(Saved data entries)
•••••

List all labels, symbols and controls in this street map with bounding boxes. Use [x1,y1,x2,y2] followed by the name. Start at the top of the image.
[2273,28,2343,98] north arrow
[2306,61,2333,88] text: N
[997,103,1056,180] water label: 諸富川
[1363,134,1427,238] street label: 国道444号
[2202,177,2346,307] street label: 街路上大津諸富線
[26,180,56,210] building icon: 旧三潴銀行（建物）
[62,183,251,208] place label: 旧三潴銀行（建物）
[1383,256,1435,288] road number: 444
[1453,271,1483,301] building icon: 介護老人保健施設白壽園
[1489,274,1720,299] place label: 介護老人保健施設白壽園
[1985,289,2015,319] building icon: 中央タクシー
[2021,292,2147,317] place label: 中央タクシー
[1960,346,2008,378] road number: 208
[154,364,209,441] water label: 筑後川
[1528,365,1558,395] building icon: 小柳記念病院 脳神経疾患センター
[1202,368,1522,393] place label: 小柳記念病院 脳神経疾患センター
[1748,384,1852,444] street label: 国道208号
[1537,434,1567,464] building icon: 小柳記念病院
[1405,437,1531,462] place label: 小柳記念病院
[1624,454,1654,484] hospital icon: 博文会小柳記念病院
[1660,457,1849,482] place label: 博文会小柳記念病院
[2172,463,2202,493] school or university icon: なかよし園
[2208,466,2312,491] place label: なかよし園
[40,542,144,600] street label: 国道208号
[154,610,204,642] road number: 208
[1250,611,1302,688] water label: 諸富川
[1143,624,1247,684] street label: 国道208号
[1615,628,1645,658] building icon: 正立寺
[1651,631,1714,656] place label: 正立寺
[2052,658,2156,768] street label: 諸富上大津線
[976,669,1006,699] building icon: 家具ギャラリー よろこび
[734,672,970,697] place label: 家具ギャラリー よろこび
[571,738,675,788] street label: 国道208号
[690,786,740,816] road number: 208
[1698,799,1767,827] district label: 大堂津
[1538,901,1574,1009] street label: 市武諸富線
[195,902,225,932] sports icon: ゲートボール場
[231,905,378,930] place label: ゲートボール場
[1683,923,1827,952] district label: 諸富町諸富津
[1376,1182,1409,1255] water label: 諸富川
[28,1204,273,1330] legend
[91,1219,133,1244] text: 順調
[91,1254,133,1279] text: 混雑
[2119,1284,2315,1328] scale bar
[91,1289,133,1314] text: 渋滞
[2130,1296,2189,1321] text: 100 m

•••••

▸ **What you are asked to do**
State, as a number only, how many lines in the entries include "district".

▸ **Result of this task**
2